If you recall, this dataset is _tidy_ in that each observation is a row, and each column is a variable.  In R, datasets are called *data frames* - this particular one is a special type of data frame called a _tibble_ (like, table).  We don't need to get into too many details about data frames, but basically they collect and organize all of the variables and observations.  Many functions in R need information to be organized into a data frame so that it can be computed.  You will see examples of these later on.

One of the most important things to remember is that you can access the _variables_ in a dataframe in two ways:

1.  First, you can use the `$` operator to directly access the variables
2.  Second, within a command, you can tell the command what data you are working with, then refer to the variables by name.
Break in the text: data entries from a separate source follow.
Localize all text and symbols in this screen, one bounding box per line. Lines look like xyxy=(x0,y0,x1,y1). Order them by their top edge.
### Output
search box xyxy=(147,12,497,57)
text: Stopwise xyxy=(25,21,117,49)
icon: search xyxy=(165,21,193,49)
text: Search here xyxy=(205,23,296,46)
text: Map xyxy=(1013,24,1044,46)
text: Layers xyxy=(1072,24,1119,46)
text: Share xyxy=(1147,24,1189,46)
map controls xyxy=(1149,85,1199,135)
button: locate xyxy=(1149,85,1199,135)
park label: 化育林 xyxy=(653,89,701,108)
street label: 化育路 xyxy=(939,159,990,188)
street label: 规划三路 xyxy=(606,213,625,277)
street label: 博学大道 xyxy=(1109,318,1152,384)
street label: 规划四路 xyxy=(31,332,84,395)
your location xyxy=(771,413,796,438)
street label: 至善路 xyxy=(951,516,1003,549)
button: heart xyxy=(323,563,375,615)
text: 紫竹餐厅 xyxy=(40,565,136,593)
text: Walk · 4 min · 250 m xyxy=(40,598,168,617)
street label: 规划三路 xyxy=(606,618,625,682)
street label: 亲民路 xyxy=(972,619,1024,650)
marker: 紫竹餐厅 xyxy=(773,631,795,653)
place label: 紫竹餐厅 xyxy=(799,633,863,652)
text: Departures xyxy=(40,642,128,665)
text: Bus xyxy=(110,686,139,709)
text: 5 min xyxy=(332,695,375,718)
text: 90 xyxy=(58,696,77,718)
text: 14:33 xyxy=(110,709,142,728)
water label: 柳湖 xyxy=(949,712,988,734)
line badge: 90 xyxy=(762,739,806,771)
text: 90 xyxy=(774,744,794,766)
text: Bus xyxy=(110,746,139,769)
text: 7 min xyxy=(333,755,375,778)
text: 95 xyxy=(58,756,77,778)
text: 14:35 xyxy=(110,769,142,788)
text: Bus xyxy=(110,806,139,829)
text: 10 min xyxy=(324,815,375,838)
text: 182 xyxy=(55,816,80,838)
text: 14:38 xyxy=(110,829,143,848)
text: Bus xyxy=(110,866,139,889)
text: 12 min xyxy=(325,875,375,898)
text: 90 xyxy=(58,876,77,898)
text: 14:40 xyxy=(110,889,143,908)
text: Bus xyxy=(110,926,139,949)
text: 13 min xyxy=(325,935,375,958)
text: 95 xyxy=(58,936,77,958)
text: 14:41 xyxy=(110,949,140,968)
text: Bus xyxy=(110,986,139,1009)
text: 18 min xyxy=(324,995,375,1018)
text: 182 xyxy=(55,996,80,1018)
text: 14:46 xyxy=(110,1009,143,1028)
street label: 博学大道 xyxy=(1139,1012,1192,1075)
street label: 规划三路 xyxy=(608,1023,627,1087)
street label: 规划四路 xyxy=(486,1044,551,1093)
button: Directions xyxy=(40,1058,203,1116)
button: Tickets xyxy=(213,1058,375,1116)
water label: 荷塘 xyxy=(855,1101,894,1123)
For example, if we wanted to get the ``mean`` of ``pwnetwpg`` (wealth) (for some reason...) we could do it this way:

In [None]:
mean(SFS_data$pwnetwpg)

This says get the variable ``pwnetwpg`` from the dataframe ``SFS_data``, then compute the mean.  In a command like ``filter`` you can tell the command to work with the data, and then refer to the variables just by their name.  

In [None]:
SFS_data <- filter(SFS_data, !is.na(SFS_data$pefmtinc))  #here we filter out the observations where before tax income is missing (or is a NA)

In [None]:
SFS_data <- rename(SFS_data, income_before_tax = pefmtinc) #Finally, we can rename columns, to be more meaningfull names, this is not nessary but is generally a good practice
SFS_data <- rename(SFS_data, income_after_tax = pefatinc)
SFS_data <- rename(SFS_data, wealth = pwnetwpg)
SFS_data <- rename(SFS_data, gender = pgdrmie)
SFS_data <- rename(SFS_data, education = peducmie)

## Part 2: Hands on the Wealth Gap in Female and Male Lead Households

Now we can get started on our analysis. There is a common discussion in laymen press, economics and political sciences, which is the gender inequality. Females are an important part of workforce. But studies show that there is gender income gap and gender wealth gap. What factors contribute to the gender gap? Here we are going to explore the wealth gap between male lead households and female lead households (a male lead households is a household in which  a male earns the majority of the income). 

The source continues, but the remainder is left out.